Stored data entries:
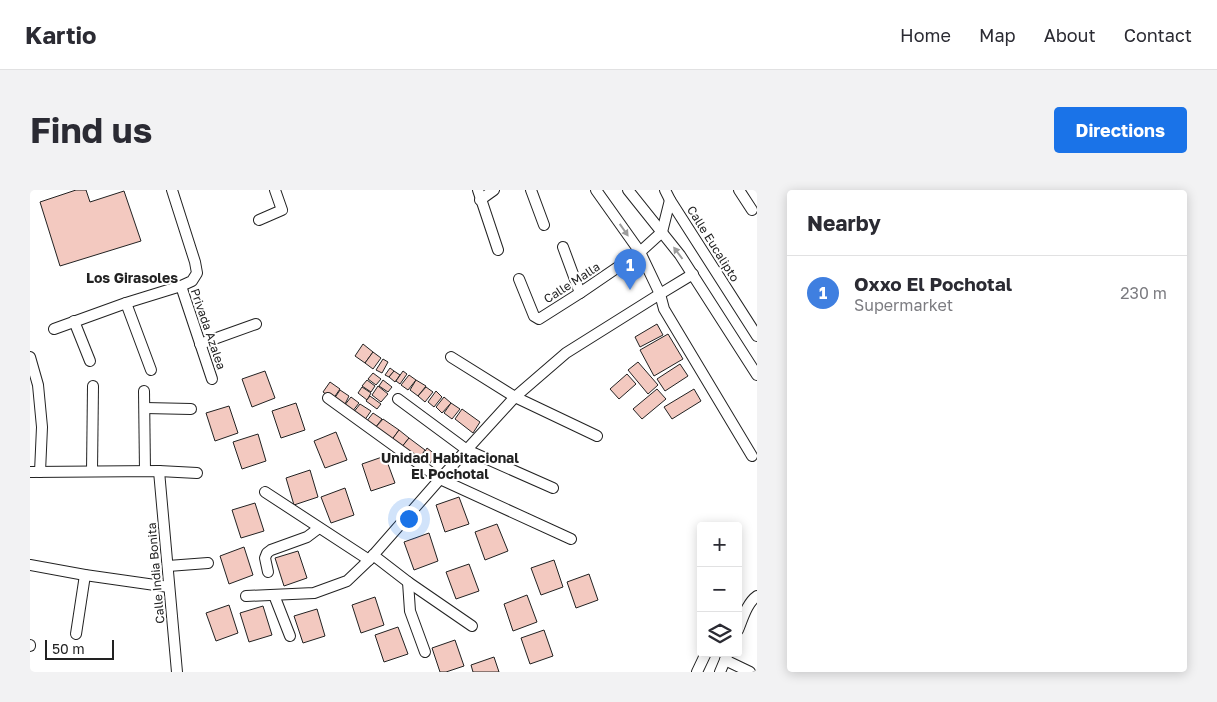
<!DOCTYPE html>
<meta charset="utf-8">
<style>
body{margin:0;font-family:"Golos Text",sans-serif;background:#f2f2f3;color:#2b2b33}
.controls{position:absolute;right:15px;bottom:15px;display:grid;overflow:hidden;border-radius:5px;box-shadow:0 2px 12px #0003}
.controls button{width:45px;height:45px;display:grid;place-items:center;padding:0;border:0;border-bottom:1px solid #e1e1e2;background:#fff;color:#2b2b33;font:25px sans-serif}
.scale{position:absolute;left:15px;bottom:12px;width:69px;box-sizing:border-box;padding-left:5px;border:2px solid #222;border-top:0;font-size:14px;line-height:18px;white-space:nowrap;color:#222;-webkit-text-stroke:4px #fff;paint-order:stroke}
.you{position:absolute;left:378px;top:328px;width:18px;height:18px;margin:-12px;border:4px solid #fff;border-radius:50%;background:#1a73e8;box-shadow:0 0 0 8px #1a73e833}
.badge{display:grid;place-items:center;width:32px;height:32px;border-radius:50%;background:#1a73e8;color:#fff;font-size:16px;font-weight:700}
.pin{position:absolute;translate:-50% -41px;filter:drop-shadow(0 1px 2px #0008)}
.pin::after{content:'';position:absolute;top:26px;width:18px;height:15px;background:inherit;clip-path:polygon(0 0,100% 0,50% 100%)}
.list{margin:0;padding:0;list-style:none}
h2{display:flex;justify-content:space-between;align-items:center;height:65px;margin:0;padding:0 20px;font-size:21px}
h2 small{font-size:16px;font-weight:400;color:#7c7c81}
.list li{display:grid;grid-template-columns:32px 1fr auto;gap:15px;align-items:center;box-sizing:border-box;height:75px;padding:0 20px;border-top:1px solid #e1e1e2}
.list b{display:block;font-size:19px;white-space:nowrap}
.list p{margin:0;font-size:16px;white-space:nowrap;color:#7c7c81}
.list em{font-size:16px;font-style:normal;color:#7c7c81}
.icon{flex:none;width:28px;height:28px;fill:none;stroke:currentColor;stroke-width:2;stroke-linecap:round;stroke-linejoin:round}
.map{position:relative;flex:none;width:727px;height:482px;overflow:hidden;border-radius:5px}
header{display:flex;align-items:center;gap:30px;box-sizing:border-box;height:70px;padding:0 25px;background:#fff;border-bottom:1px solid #e1e1e2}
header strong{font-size:24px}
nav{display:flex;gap:28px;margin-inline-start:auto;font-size:18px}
.intro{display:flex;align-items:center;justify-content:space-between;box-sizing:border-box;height:120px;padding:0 30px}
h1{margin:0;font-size:35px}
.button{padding:12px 22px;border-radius:5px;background:#1a73e8;color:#fff;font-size:18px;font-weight:700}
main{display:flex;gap:30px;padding:0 30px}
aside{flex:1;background:#fff;border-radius:5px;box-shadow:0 2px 12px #0003}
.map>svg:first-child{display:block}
.building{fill:#f3c9c0;stroke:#222}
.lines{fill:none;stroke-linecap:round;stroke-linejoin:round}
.minor-casing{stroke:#222;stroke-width:12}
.minor{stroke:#fff;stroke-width:10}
.oneway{fill:#9c9c9c}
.labels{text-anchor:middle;stroke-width:4;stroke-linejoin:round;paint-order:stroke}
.street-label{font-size:12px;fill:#222;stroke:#fff}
.neighbourhood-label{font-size:14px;font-weight:bold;fill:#222;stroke:#fff}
</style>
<header>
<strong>Kartio</strong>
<nav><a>Home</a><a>Map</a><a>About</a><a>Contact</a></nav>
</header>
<div class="intro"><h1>Find us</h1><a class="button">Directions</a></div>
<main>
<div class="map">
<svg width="727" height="482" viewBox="0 0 727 482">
<rect width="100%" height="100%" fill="#fff"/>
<g class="building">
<polygon points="46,0 56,0 60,12 94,1 111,51 30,76 10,12"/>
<polygon points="627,134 633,145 610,157 605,147"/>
<polygon points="638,144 653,169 624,186 610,160"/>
<polygon points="333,154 343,162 335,173 325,166"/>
<polygon points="343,162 351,168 343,179 335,173"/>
<polygon points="353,169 358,172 352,183 346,180"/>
<polygon points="608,172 628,195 618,204 598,180"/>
<polygon points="650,174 658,186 635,201 627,189"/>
<polygon points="360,178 364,181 359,187 355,185"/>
<polygon points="235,181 245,208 222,217 212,189"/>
<polygon points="364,181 370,185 365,192 359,187"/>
<polygon points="373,181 377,184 370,194 366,191"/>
<polygon points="343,183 351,189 346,195 338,189"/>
<polygon points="597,184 606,194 589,209 580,199"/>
<polygon points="379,185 386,190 378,200 371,195"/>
<polygon points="337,190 345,196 341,202 332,196"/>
<polygon points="353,190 362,197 358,202 349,196"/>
<polygon points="386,190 396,196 388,206 380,200"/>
<polygon points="300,192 310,199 303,209 293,202"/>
<polygon points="348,196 358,204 351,212 342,205"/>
<polygon points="332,197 341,203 337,210 328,203"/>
<polygon points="396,197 403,202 395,212 388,206"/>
<polygon points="627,199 636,209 612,229 603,219"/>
<polygon points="664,199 671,211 642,229 634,217"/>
<polygon points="310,200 319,206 314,216 304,209"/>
<polygon points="406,201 412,207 404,217 398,212"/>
<polygon points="340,206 351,214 347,219 336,211"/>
<polygon points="321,207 329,213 322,222 314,216"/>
<polygon points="414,207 421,213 412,223 406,217"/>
<polygon points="266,213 275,240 251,248 242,221"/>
<polygon points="421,213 430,219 422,229 414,223"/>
<polygon points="330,214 341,221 334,231 323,223"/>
<polygon points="199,216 208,243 185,251 176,223"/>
<polygon points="432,219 450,232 443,243 425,229"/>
<polygon points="343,223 352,229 345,238 336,232"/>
<polygon points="353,229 369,240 361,251 345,238"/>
<polygon points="369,240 379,248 371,258 361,251"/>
<polygon points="306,242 317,270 295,278 284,251"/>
<polygon points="228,244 236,271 212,279 203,252"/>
<polygon points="379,248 395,260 388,270 371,258"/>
<polygon points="397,258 406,265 397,277 389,271"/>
<polygon points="355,266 365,293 341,301 332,274"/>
<polygon points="280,280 288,307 264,315 256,288"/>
<polygon points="315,298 324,325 301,333 291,307"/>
<polygon points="429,307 439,334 415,342 406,315"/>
<polygon points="225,313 234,341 211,348 202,320"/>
<polygon points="467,334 478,361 455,370 445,342"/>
<polygon points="399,343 408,371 384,380 374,352"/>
<polygon points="214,357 223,385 199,394 190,366"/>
<polygon points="268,361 277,388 254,396 245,368"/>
<polygon points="524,370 533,397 511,405 501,378"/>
<polygon points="439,374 449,401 426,409 416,382"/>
<polygon points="559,384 568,410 546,418 537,392"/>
<polygon points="497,405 507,432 483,441 474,414"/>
<polygon points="345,407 354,435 331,443 322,415"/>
<polygon points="199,415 208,443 186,451 176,423"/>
<polygon points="233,416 242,445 219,452 210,423"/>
<polygon points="287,419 295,446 273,453 264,426"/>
<polygon points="368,437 378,464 354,472 345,445"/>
<polygon points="514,440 523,466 500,474 491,448"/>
<polygon points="425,450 434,476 416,482 410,482 402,458"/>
<polygon points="464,467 469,482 443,482 441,475"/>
</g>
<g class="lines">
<defs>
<g id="minor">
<polyline points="448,0 468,60"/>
<polyline points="501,0 514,35"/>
<polyline points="566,0 610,62 630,104 634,119 722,266"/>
<polyline points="598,0 650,65 727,185"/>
<polyline points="635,0 640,10 727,146"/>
<polyline points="709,0 722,20"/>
<polyline points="450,10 464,0"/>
<polyline points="229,30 252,20 245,0"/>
<polyline points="533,57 550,103"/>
<polyline points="489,89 504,126 509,129 550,103 610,62 632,42 640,10"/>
<polyline points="151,96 182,189"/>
<polyline points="96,113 121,180"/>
<polyline points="44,131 60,171"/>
<polyline points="24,139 96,113 151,96 162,91 167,83 165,72 142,0"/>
<polyline points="170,154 226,134"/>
<polyline points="0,167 8,195 12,237 10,282"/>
<polyline points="421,167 485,207 567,246"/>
<polyline points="114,201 115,281"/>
<polyline points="298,208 410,289 541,349"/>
<polyline points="368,209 437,260 523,298"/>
<polyline points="115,218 161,219"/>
<polyline points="62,281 63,196"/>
<polyline points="129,281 147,482"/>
<polyline points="0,282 129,281 167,283"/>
<polyline points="235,302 339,370"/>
<polyline points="343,365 378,392 442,436"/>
<polyline points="0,375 55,385 139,397"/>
<polyline points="138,376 178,373"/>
<polyline points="238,382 235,368 237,363 241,360 277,347 289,338"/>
<polyline points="378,392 380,421 395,462"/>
<polyline points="244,405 260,446"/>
<polyline points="216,406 284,403 317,391 339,370 410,289 485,207 536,163 630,104 663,84"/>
<path d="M 708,440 C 713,428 717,413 727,406"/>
<polyline points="46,444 55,385"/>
<polyline points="0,456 0,455"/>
<polyline points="695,470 720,482"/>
<polyline points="667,482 676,463"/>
<polyline points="690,482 698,463"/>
</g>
</defs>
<use href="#minor" class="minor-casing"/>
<use href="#minor" class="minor"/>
</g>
<defs><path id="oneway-solid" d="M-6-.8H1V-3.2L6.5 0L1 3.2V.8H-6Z" transform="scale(1.25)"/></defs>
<g class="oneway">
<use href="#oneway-solid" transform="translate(594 40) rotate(55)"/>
<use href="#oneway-solid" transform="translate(648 63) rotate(-127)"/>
</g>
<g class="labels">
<g class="street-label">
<text transform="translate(683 54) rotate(58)" y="4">Calle Eucalipto</text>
<text transform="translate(542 93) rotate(-33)" y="4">Calle Malla</text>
<text transform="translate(178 139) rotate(71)" y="4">Privada Azalea</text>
<text transform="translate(126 383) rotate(-95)" y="4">Calle India Bonita</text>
</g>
<g class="neighbourhood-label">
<text x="102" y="93">Los Girasoles</text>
<text x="420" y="273">Unidad Habitacional<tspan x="420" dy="16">El Pochotal</tspan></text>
</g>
</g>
</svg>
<div class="controls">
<button>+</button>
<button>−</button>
<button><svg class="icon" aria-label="layers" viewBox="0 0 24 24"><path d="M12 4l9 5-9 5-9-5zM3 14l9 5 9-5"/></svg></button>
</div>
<div class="scale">50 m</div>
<div class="you"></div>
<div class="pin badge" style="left:600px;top:100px;background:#3f7fe0">1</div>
</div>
<aside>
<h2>Nearby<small></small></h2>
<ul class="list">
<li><span class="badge" style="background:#3f7fe0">1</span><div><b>Oxxo El Pochotal</b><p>Supermarket</p></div><em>230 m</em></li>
</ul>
</aside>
</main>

Task objective: In which lines of the records does the word "linecap" appear? Copy each of them.

Response:
.icon{flex:none;width:28px;height:28px;fill:none;stroke:currentColor;stroke-width:2;stroke-linecap:round;stroke-linejoin:round}
.lines{fill:none;stroke-linecap:round;stroke-linejoin:round}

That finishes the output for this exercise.